The 1954–55 Beitar Tel Aviv season was the club's 22nd season since its establishment, in 1934, and 7th since the establishment of the State of Israel.

During the season, the club competed in Liga Alef (top division) and the State Cup. In addition, the club played in the privately organized Shapira Cup, a four-club league competition.

Review and events
 At the beginning of the season, top Beitar teams, Beitar Tel Aviv and Beitar Jerusalem competed for the Lifa Livyatan Memorial Cup, named after a late Beitar journalist. In the first match, played on 28 August 1954, the teams tied 3–3, and the match was replayed on 12 October 1954, Beitar Tel Aviv winning 5–2.
 During December 1954 and January 1955, as no league matches were played due to a dispute between Hapoel, Maccabi and Beitar factions in the IFA, Hapoel Tel Aviv organized a league competition for the top Tel Aviv teams, Hapoel, Maccabi, Beitar and Maccabi Jaffa. The competition was played as a double round-robin tournament, with the top placed team winning the cup, named after former Hapoel Tel Aviv treasurer, Yosef Shapira.
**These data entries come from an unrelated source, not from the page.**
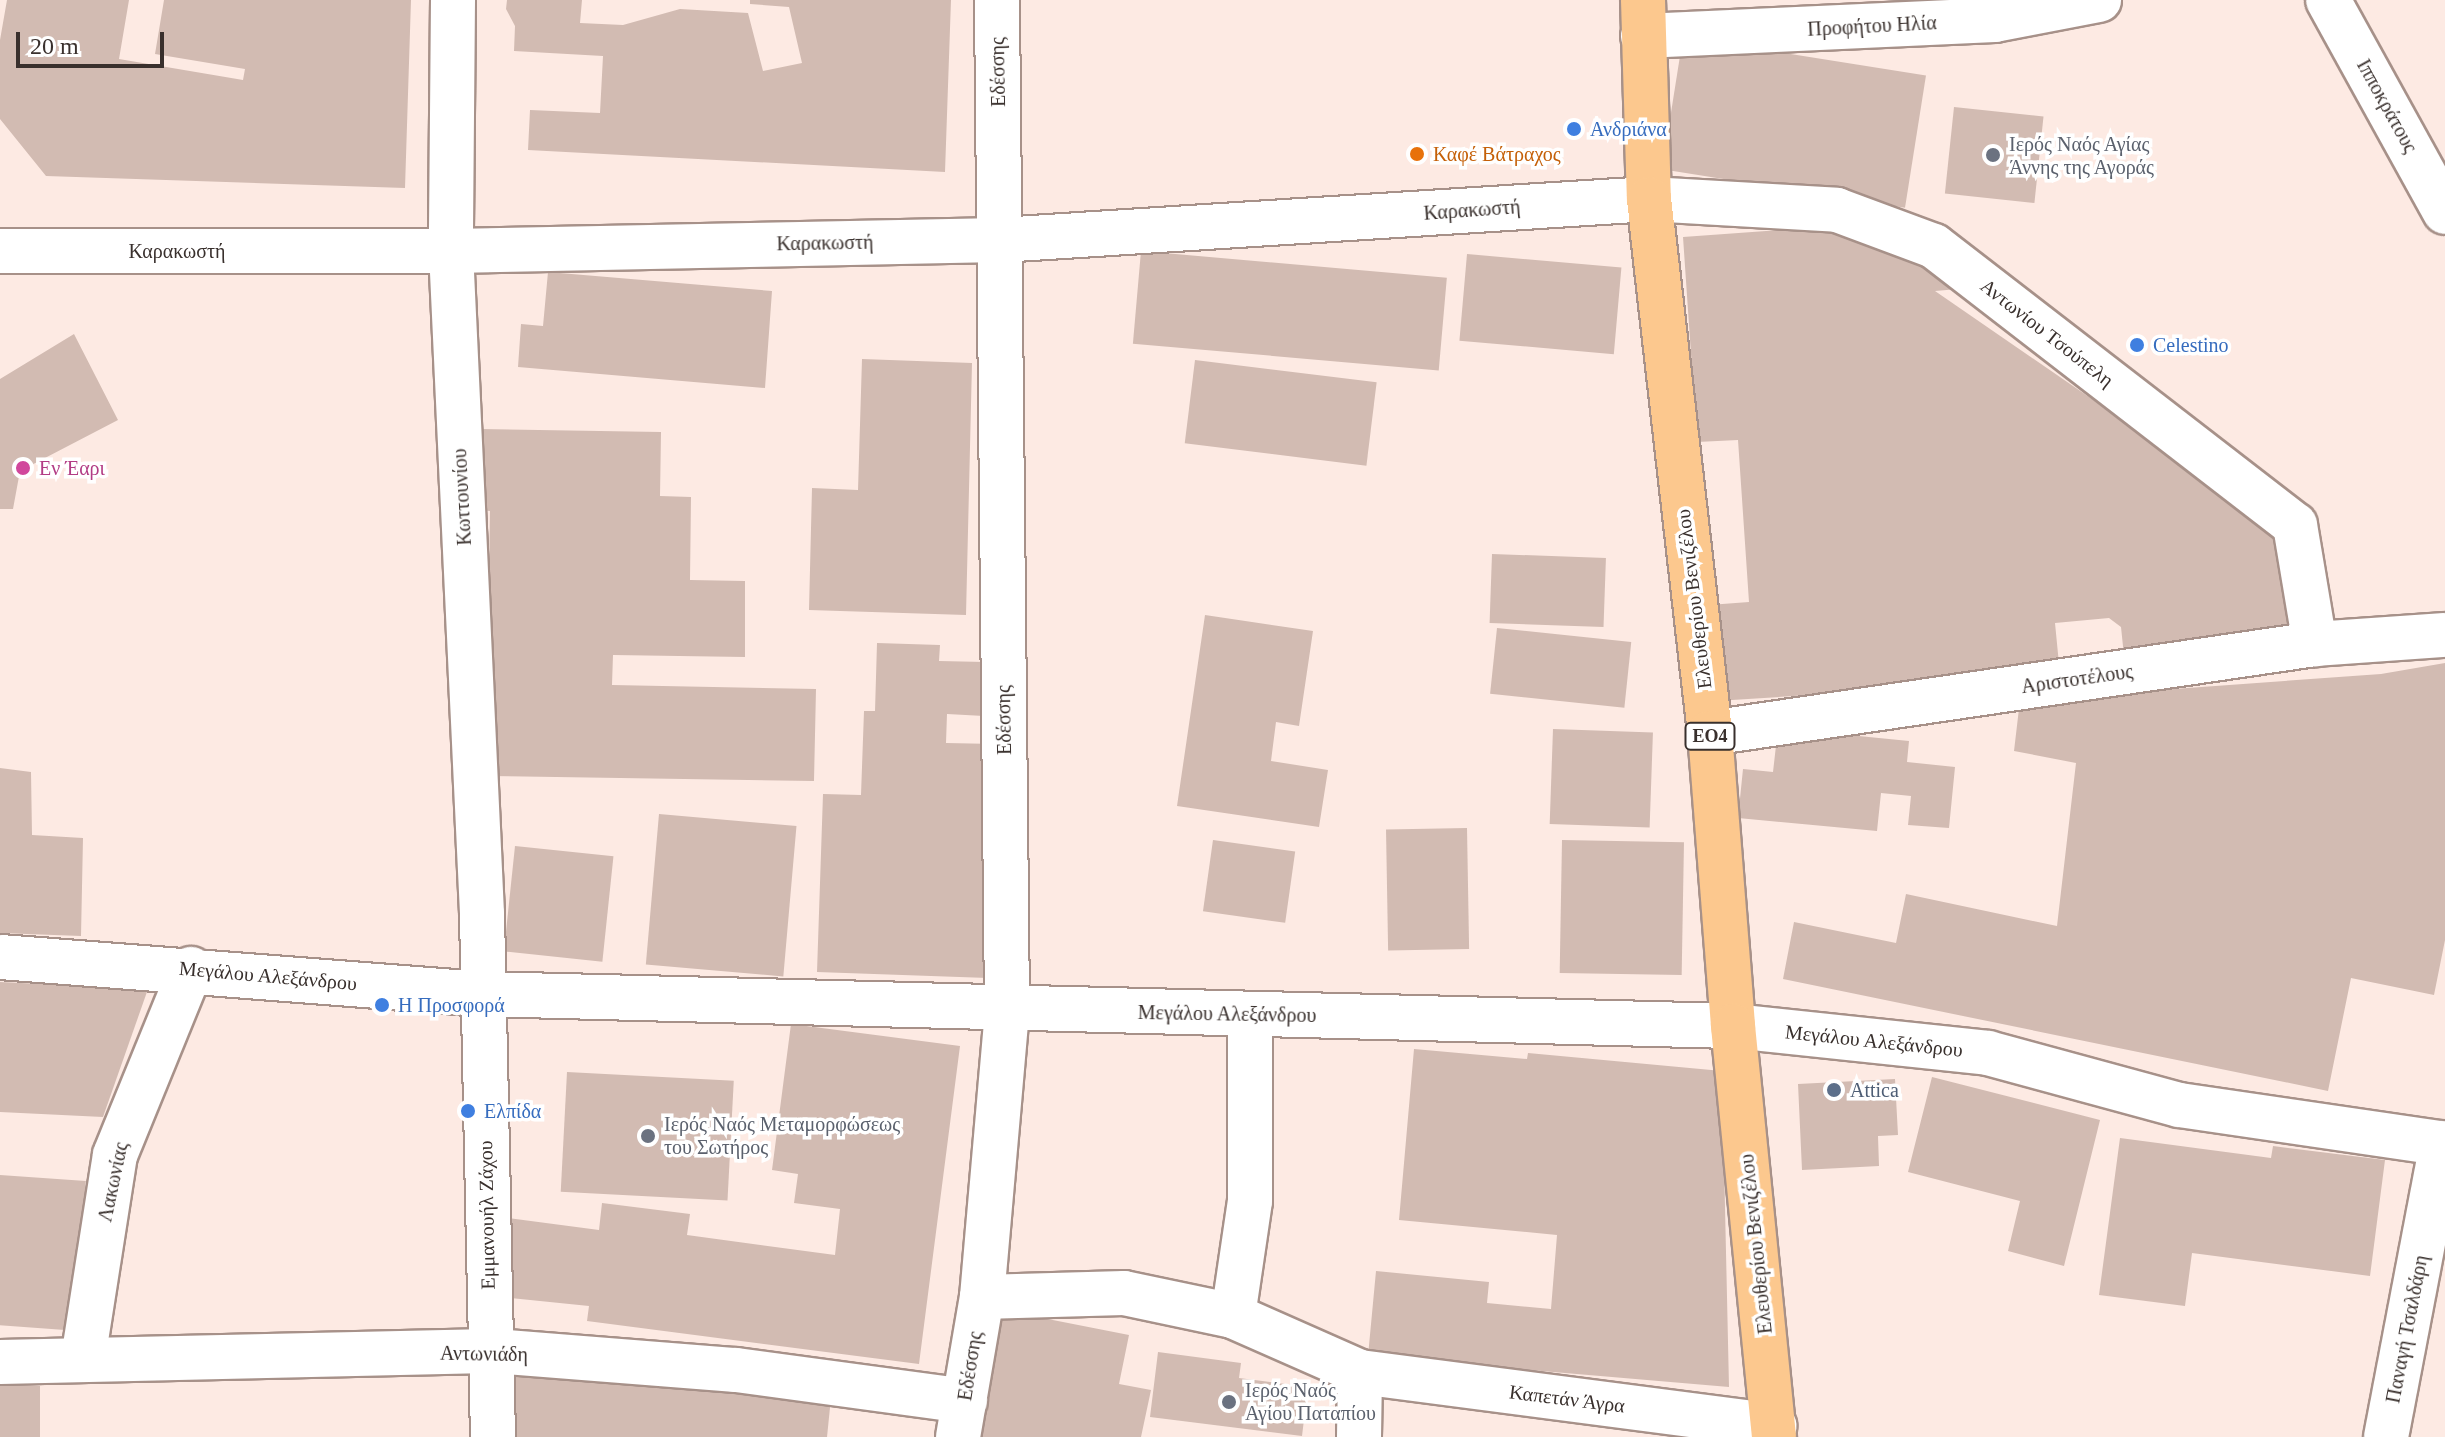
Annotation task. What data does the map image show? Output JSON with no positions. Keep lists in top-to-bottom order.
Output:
{
  "streets": {
    "main road": ["Ελευθερίου Βενιζέλου", "ΕΟ4"],
    "street": [
      "Προφήτου Ηλία",
      "Εδέσσης",
      "Ιπποκράτους",
      "Καρακωστή",
      "Αντωνίου Τσούπελη",
      "Κωττουνίου",
      "Αριστοτέλους",
      "Μεγάλου Αλεξάνδρου",
      "Λακωνίας",
      "Εμμανουήλ Ζάχου",
      "Παναγή Τσαλδάρη",
      "Αντωνιάδη",
      "Καπετάν Άγρα"
    ]
  },
  "crossings": [
    ["Προφήτου Ηλία", "Ελευθερίου Βενιζέλου"],
    ["Εδέσσης", "Καρακωστή"],
    ["Εδέσσης", "Μεγάλου Αλεξάνδρου"],
    ["Εδέσσης", "Αντωνιάδη"],
    ["Εδέσσης", "Καπετάν Άγρα"],
    ["Καρακωστή", "Αντωνίου Τσούπελη"],
    ["Καρακωστή", "Κωττουνίου"],
    ["Καρακωστή", "Ελευθερίου Βενιζέλου"],
    ["Αντωνίου Τσούπελη", "Ελευθερίου Βενιζέλου"],
    ["Αντωνίου Τσούπελη", "Αριστοτέλους"],
    ["Κωττουνίου", "Μεγάλου Αλεξάνδρου"],
    ["Κωττουνίου", "Εμμανουήλ Ζάχου"],
    ["Ελευθερίου Βενιζέλου", "Αριστοτέλους"],
    ["Ελευθερίου Βενιζέλου", "Μεγάλου Αλεξάνδρου"],
    ["Ελευθερίου Βενιζέλου", "Καπετάν Άγρα"],
    ["Μεγάλου Αλεξάνδρου", "Λακωνίας"],
    ["Μεγάλου Αλεξάνδρου", "Εμμανουήλ Ζάχου"],
    ["Μεγάλου Αλεξάνδρου", "Παναγή Τσαλδάρη"],
    ["Λακωνίας", "Αντωνιάδη"],
    ["Εμμανουήλ Ζάχου", "Αντωνιάδη"]
  ],
  "places": [
    "Ανδριάνα",
    "Καφέ Βάτραχος",
    "Ιερός Ναός Αγίας Άννης της Αγοράς",
    "Celestino",
    "Εν Έαρι",
    "Η Προσφορά",
    "Attica",
    "Ελπίδα",
    "Ιερός Ναός Μεταμορφώσεως του Σωτήρος",
    "Ιερός Ναός Αγίου Παταπίου"
  ],
  "scale_bar": "20 m"
}
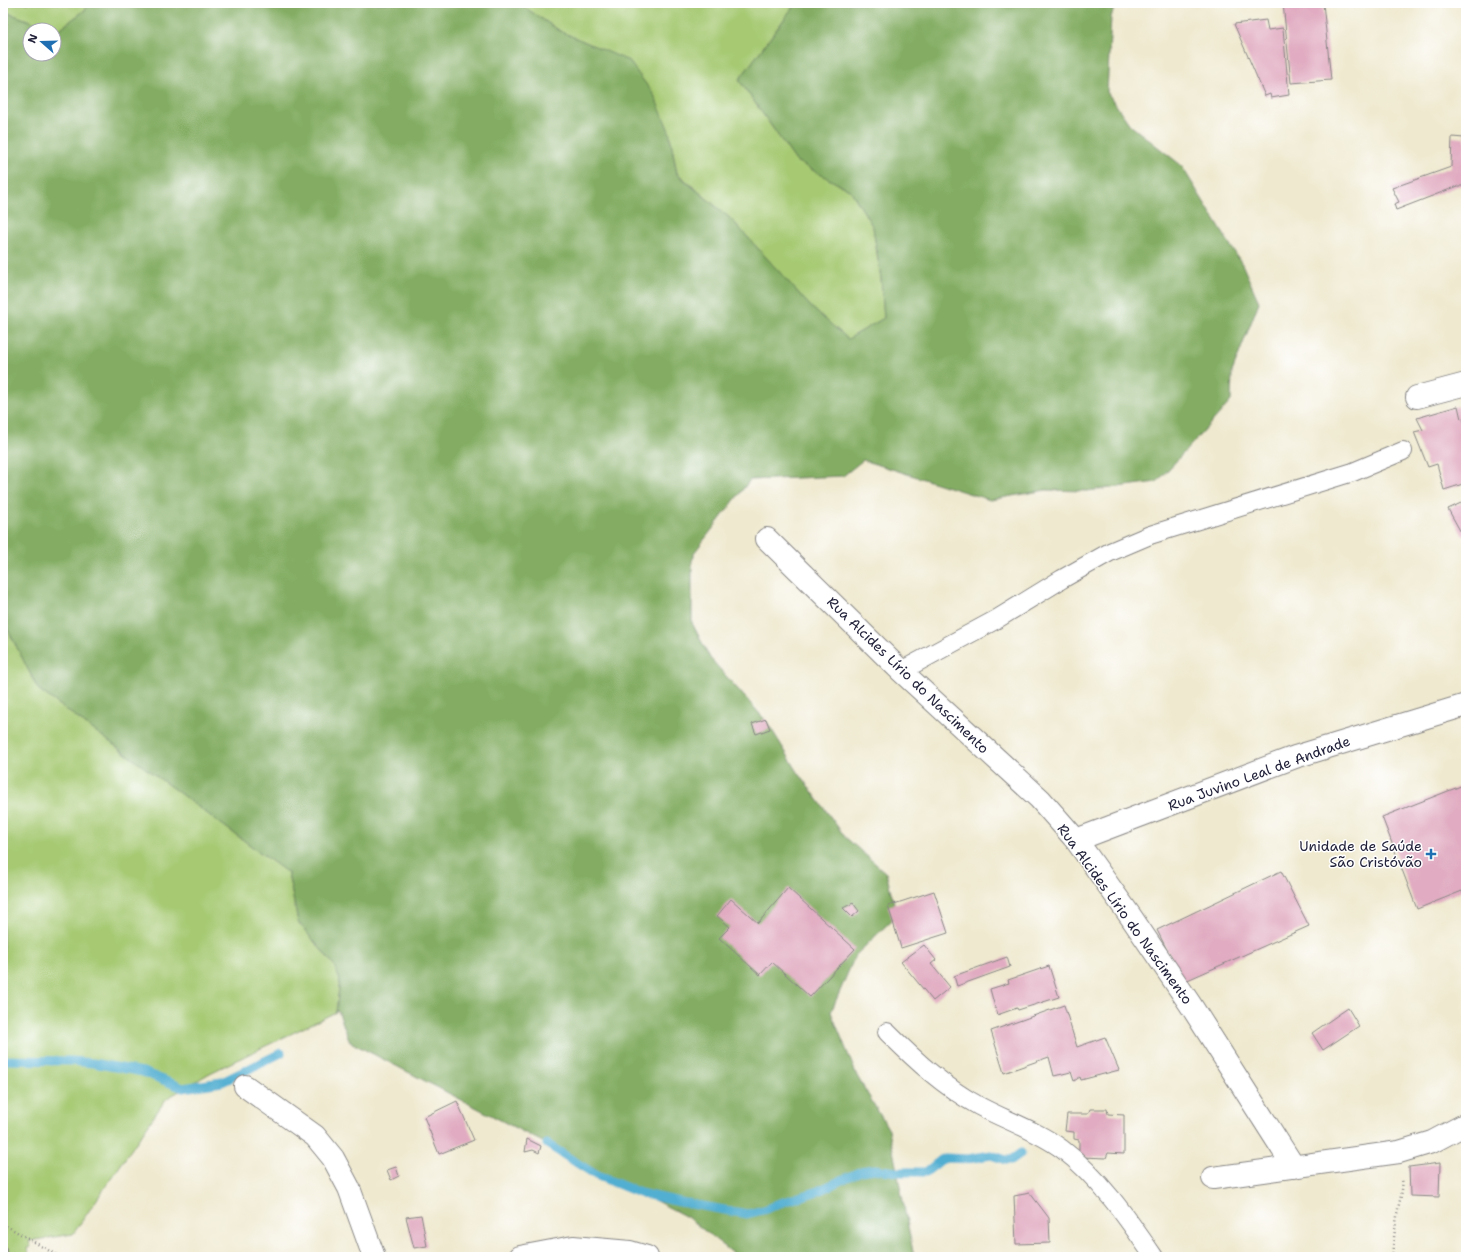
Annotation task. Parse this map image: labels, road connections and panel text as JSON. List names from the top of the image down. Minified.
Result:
{"streets":{"street":["Rua Alcides Lírio do Nascimento","Rua Juvino Leal de Andrade"]},"crossings":[["Rua Alcides Lírio do Nascimento","Rua Juvino Leal de Andrade"]],"places":{"health":["Unidade de Saúde São Cristóvão"]},"north":"left"}
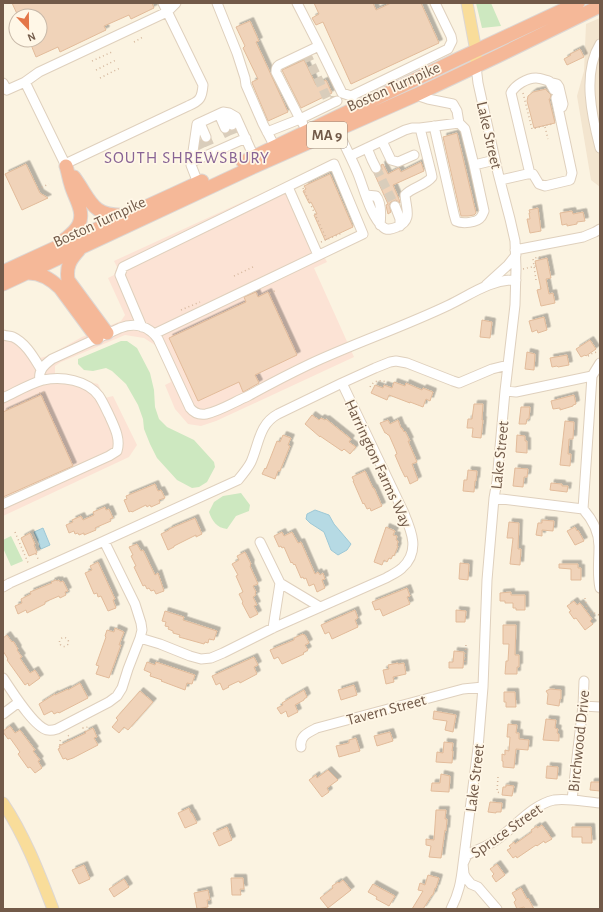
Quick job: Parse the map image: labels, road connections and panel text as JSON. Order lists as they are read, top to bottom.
{
  "streets": {
    "highway": ["Boston Turnpike", "MA 9"],
    "main road": ["Lake Street"],
    "street": [
      "Harrington Farms Way",
      "Tavern Street",
      "Birchwood Drive",
      "Spruce Street"
    ]
  },
  "crossings": [
    ["Boston Turnpike", "Lake Street"],
    ["Lake Street", "Harrington Farms Way"],
    ["Lake Street", "Tavern Street"],
    ["Lake Street", "Spruce Street"],
    ["Birchwood Drive", "Spruce Street"]
  ],
  "districts": ["SOUTH SHREWSBURY"],
  "north": "bottom"
}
The club won two matches and lost four, finishing third.
 The club played one international friendly match during the season, against AC Omonia, on 31 May1955, winning 4–2.

Match results

Legend

Liga Alef
 
League matches began on 6 February 1955, and by the time the season, only 20 rounds of matches were completed, delaying the end of the league season to the next season.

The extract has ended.